→ **What you have to do**
For every line below that includes the word "JSON", add one; report the final number and nothing else.
Top of Material for this task
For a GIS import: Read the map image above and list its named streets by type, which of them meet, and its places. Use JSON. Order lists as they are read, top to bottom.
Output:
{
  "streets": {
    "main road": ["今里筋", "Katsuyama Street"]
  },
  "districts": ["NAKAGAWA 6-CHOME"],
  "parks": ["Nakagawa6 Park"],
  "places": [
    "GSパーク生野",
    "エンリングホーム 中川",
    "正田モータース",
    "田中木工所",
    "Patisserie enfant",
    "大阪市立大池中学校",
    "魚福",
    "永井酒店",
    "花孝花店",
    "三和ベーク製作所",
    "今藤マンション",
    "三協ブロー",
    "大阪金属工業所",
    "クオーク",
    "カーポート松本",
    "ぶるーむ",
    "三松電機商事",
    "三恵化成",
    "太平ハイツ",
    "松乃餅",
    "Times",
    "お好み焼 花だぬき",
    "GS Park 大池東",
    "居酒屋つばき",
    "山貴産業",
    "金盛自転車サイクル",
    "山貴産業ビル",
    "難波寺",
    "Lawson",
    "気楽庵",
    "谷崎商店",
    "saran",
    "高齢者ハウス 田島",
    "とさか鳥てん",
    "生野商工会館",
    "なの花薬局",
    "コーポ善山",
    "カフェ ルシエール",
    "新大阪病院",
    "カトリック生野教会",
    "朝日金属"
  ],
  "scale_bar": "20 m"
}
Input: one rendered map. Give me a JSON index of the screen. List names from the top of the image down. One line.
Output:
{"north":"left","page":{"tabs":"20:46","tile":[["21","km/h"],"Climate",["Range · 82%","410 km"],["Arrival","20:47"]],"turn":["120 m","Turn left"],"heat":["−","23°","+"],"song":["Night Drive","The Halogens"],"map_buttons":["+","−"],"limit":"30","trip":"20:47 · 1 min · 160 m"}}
Bottom of Material for this task
→ **Exercise output**
2